Líberman sumaba. Usaba anteojos de marco negro
sobre una nariz inquisidora. Extremadamente delgado, a los 38 años
seguía rehuyendo la luz del sol, las reuniones numerosas, la lasagna, los
libros de Soriano. Vestía ropas oscuras, discretas, dos talles más grandes. Al
anochecer flotaba, alto, apenas encorvado, hasta la confitería
Plaza, su lugar preferido ese verano. Allí sumaba.

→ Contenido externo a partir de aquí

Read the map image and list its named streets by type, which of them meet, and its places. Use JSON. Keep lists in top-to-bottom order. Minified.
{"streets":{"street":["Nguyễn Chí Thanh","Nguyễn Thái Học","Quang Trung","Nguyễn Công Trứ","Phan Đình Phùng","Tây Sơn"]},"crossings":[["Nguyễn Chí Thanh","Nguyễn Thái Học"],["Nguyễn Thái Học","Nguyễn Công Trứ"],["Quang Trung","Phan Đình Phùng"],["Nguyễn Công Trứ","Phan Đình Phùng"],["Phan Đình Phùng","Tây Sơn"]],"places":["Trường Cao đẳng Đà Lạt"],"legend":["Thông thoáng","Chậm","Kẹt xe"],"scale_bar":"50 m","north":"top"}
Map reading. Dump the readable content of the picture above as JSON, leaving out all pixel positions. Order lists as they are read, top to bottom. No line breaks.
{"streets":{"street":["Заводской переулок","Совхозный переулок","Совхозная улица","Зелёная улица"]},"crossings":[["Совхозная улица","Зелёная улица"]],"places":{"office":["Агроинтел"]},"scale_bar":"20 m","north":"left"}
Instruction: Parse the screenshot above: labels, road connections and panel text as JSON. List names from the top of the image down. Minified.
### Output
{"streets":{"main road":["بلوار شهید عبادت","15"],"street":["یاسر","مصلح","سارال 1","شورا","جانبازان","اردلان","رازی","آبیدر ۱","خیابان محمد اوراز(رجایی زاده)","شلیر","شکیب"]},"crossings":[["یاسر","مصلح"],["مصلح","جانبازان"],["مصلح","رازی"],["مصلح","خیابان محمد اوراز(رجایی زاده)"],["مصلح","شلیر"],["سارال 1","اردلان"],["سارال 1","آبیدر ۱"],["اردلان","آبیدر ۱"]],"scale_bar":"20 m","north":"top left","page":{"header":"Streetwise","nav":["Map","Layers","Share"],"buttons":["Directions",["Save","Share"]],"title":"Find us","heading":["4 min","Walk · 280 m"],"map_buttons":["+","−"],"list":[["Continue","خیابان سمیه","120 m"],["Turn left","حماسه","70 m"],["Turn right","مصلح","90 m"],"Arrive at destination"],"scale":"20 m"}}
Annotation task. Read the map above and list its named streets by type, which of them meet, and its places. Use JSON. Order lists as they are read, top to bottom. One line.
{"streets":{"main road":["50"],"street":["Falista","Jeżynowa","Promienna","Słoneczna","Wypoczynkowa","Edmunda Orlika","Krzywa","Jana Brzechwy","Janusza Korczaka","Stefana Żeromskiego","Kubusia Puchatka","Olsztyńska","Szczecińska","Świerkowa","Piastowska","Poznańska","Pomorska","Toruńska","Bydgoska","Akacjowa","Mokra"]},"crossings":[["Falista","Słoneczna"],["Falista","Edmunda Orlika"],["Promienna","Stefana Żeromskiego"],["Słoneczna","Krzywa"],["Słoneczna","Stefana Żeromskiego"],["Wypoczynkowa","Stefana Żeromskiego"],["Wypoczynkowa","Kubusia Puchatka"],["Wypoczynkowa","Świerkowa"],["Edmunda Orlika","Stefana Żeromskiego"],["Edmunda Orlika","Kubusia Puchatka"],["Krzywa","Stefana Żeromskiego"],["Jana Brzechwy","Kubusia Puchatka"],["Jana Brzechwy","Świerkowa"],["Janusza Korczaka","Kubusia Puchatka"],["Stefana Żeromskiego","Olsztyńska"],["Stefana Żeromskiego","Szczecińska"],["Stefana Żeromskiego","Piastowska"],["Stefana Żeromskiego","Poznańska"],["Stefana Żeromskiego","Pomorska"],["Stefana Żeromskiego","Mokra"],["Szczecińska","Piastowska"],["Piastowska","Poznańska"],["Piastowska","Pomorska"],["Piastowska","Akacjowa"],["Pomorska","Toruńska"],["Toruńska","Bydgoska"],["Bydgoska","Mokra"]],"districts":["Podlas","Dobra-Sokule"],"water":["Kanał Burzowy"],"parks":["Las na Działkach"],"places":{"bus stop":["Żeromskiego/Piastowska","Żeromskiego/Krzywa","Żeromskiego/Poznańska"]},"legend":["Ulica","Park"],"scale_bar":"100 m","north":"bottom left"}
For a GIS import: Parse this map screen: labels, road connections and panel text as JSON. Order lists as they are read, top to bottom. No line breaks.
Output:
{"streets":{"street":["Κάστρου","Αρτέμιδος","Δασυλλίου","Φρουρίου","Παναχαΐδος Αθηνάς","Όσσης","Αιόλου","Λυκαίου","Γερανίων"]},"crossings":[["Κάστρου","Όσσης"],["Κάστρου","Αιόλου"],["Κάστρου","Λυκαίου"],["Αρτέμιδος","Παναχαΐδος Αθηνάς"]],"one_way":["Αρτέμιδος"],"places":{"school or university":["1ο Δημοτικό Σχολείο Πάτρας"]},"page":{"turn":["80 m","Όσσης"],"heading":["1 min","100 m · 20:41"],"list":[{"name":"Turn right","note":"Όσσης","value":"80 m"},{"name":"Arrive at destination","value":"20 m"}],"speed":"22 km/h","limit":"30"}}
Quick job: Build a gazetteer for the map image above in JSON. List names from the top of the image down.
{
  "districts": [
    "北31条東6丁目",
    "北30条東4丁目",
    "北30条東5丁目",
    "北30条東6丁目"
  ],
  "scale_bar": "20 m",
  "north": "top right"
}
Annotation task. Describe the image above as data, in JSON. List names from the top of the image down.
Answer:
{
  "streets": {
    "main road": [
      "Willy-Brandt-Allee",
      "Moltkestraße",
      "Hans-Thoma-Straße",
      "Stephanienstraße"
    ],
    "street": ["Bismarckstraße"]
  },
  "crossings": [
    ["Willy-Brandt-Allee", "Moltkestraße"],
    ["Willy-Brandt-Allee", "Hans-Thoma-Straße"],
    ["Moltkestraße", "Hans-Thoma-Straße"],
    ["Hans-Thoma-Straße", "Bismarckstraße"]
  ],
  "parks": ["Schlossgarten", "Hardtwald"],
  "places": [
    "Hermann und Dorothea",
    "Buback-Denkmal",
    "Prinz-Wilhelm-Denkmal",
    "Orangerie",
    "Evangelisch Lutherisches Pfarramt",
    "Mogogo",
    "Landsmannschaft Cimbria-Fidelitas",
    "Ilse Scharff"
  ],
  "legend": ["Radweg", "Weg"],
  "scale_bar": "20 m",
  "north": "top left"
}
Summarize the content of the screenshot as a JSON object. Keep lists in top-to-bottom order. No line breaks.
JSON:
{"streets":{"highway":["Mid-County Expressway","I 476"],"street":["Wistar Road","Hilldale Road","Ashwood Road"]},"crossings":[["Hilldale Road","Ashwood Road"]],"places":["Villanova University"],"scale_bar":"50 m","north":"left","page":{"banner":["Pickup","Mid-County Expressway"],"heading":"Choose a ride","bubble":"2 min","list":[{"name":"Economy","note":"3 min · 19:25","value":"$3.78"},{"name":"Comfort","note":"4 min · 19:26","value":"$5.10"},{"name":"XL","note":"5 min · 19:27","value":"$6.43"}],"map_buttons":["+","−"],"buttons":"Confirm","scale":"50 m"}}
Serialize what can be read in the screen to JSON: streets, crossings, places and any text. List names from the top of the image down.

Elegía, entre las mesas de la vereda, alguna
ubicada en el perímetro, cerca del cordón de la calle poco transitada. Rara vez
necesitaba ordenar. De hábitos inamovibles, se sentaba mirando hacia los
árboles del parque y, momentos después, el mozo depositaba frente a él, el
servicio de te, la copita de anís, el agua mineral. No rehuía el
trato con sus conocidos, pero éste, casi nunca excedía el saludo, algún
intercambio de formalidades, la cortesía distante. Sumaba, y soportaba a veces,
con menos resignación que indiferencia, la efusión distraída de algún recién
llegado que, con gestos ampulosos, encontraba en Líberman una ocasión de dar a
conocer su arribo al resto de los circunstantes. -entre los que, por cierto, no
faltaban las muchachas-. Liberman se dejaba entonces palmear
mientras el advenedizo miraba en torno con evidente afán estratégico,
hasta que, efectuado el relevamiento, se alejaba murmurando una disculpa.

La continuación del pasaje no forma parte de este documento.